▶ [THE PROBLEM] Below are records; count how many of their lines contain the word "Zhebelieva" and give the number alone.

▶ [TASK INPUTS]
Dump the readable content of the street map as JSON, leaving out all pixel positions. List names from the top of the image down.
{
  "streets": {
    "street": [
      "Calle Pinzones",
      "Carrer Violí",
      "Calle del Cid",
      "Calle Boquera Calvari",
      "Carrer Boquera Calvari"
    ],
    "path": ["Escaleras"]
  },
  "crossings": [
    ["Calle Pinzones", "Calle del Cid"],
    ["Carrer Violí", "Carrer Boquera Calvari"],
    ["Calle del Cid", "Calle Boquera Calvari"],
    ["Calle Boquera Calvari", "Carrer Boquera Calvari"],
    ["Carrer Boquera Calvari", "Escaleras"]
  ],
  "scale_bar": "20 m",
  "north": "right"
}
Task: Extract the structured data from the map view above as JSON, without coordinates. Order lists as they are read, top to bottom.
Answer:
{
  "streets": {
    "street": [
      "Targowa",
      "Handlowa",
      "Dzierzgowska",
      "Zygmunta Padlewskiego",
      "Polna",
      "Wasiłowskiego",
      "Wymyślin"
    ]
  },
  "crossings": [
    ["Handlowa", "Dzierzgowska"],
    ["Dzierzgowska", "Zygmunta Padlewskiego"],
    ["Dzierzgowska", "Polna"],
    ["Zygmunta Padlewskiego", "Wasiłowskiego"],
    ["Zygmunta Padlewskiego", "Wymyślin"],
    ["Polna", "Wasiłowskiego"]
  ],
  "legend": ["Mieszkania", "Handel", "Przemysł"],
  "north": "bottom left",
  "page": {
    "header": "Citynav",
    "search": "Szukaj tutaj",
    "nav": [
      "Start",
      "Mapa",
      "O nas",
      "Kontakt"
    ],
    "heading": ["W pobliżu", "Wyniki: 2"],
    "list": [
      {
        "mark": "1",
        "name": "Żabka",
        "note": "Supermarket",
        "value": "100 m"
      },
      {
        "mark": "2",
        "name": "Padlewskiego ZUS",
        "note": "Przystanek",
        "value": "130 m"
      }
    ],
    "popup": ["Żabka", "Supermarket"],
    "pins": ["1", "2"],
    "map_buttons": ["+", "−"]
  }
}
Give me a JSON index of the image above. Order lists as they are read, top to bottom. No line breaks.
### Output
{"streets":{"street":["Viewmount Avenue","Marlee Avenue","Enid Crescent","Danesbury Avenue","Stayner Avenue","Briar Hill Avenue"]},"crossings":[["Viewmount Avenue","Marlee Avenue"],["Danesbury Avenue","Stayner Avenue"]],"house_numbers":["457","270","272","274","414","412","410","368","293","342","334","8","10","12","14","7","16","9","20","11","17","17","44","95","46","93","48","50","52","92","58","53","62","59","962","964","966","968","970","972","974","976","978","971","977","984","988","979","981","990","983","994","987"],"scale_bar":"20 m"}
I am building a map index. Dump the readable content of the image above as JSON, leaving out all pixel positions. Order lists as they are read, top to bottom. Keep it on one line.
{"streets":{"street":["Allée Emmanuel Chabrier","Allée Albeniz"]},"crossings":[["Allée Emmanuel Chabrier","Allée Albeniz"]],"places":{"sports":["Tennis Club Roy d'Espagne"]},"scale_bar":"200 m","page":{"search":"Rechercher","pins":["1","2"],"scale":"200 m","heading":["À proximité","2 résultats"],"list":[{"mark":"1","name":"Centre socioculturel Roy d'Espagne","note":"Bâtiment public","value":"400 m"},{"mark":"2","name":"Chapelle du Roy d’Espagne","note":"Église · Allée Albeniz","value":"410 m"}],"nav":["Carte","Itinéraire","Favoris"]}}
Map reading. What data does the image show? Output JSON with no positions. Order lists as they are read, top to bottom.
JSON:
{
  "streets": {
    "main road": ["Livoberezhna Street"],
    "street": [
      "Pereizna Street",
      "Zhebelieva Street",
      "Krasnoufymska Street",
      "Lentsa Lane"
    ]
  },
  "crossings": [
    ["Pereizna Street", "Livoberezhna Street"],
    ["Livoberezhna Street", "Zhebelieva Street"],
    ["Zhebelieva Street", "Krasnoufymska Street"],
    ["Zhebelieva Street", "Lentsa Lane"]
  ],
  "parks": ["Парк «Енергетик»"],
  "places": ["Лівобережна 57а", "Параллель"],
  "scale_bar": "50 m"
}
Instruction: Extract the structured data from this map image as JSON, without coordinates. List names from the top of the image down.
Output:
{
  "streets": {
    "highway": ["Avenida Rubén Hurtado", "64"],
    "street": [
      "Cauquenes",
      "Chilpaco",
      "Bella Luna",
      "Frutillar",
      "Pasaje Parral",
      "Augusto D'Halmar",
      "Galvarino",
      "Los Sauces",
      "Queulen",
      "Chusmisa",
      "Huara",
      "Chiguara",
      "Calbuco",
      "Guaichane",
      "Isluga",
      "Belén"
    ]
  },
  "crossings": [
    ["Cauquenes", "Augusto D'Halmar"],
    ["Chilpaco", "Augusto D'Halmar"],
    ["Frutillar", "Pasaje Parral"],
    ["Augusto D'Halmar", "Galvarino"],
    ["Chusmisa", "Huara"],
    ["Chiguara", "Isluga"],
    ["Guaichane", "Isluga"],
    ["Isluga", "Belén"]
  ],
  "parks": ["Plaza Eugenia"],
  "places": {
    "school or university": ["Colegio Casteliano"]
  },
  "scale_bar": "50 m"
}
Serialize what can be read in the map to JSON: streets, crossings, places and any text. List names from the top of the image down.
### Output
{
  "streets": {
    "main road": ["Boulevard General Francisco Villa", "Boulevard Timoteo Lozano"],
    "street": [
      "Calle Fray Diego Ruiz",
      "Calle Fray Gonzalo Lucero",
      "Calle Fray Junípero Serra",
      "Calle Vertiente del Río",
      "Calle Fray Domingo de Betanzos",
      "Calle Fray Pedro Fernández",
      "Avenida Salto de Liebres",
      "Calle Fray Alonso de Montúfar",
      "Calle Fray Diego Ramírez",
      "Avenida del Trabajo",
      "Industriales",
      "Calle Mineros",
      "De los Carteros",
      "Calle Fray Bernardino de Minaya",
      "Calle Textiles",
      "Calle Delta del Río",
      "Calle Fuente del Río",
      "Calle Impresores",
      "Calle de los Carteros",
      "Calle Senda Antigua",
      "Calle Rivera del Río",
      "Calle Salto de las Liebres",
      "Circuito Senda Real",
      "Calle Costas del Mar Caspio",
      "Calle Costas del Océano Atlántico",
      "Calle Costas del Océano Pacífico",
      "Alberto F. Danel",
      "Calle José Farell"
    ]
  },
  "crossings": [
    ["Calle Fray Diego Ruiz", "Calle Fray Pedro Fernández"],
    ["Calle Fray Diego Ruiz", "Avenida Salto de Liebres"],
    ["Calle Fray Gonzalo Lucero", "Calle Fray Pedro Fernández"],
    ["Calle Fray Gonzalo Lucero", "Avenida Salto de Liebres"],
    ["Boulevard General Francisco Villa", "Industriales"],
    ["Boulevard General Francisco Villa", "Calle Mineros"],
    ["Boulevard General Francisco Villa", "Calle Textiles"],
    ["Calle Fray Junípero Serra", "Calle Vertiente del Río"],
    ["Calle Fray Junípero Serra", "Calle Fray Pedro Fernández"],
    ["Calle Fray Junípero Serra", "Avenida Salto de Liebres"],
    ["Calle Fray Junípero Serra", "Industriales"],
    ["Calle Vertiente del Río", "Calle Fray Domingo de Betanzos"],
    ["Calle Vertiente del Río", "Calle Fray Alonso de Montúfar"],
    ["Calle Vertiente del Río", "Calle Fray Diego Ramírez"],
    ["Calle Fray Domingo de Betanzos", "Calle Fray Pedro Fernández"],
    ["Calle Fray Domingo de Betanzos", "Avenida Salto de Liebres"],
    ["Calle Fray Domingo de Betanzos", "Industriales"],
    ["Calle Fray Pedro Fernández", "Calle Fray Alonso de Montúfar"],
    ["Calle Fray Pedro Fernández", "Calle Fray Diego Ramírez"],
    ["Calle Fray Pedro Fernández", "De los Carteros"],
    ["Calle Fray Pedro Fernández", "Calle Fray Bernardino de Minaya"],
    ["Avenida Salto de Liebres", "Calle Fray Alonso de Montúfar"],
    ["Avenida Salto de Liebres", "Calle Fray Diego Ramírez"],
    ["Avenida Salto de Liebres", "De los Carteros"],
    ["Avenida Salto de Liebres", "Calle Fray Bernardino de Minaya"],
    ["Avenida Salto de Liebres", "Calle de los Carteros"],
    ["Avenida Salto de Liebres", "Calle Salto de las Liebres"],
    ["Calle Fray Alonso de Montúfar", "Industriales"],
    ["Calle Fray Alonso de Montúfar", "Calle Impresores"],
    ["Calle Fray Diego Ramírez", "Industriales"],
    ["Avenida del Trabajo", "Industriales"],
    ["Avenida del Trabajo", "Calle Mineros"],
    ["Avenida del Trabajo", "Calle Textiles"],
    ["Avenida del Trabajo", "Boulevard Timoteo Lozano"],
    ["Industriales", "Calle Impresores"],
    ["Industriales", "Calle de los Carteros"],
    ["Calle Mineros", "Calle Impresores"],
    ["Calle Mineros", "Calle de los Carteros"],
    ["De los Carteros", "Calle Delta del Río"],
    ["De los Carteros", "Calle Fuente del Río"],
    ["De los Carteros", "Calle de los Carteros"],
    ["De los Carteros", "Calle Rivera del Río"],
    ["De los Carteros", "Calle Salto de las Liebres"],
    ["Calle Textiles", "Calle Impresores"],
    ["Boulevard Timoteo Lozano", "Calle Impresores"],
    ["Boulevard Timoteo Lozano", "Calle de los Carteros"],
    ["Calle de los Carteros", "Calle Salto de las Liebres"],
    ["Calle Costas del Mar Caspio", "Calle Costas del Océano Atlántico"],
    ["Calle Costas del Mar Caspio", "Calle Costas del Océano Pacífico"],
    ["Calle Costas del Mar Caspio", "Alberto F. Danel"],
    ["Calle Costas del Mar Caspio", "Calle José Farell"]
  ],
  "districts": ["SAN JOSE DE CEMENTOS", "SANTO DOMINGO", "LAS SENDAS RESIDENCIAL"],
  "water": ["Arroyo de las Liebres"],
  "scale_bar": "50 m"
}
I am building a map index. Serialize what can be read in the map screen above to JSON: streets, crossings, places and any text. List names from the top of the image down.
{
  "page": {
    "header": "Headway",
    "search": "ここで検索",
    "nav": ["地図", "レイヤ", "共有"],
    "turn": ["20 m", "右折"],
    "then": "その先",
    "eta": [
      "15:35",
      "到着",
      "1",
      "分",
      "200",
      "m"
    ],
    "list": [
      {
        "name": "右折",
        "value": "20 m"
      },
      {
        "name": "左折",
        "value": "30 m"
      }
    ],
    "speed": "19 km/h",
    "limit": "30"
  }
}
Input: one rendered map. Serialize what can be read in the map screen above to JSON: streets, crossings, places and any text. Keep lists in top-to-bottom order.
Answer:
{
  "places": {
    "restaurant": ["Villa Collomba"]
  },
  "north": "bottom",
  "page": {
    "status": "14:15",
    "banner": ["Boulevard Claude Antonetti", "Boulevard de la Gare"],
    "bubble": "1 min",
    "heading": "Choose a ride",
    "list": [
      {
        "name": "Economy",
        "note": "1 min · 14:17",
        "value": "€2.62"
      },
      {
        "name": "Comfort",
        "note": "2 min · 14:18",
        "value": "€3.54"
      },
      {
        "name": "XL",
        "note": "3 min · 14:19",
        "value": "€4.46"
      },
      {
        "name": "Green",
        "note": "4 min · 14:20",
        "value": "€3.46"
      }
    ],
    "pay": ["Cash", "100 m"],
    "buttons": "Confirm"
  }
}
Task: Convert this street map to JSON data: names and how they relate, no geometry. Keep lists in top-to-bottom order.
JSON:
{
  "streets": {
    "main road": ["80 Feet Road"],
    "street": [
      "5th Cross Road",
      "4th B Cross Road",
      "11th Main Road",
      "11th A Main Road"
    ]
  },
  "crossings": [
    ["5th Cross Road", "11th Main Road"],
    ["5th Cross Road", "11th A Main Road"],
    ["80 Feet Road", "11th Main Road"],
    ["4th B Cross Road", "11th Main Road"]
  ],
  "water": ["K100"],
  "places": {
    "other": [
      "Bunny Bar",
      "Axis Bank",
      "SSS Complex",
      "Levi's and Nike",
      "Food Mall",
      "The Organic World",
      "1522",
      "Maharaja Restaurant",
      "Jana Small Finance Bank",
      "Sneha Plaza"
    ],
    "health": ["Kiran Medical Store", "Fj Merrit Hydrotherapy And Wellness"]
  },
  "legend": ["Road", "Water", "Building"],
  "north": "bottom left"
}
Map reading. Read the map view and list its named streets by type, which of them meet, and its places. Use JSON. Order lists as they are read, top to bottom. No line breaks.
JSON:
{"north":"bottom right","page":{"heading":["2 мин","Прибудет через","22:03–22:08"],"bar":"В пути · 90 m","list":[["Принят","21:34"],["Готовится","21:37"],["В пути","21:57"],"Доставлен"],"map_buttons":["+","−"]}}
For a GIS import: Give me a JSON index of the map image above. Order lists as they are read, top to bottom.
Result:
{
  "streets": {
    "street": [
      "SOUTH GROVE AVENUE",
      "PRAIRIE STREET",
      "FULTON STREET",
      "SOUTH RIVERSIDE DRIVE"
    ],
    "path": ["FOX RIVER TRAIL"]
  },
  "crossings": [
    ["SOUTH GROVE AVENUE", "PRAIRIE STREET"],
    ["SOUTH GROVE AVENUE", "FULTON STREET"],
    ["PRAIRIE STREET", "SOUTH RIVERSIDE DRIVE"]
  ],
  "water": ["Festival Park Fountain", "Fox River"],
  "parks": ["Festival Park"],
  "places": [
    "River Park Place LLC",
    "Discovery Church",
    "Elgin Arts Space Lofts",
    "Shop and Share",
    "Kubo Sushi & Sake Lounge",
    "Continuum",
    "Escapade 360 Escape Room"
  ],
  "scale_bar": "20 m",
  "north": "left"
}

▶ [RESULT] 4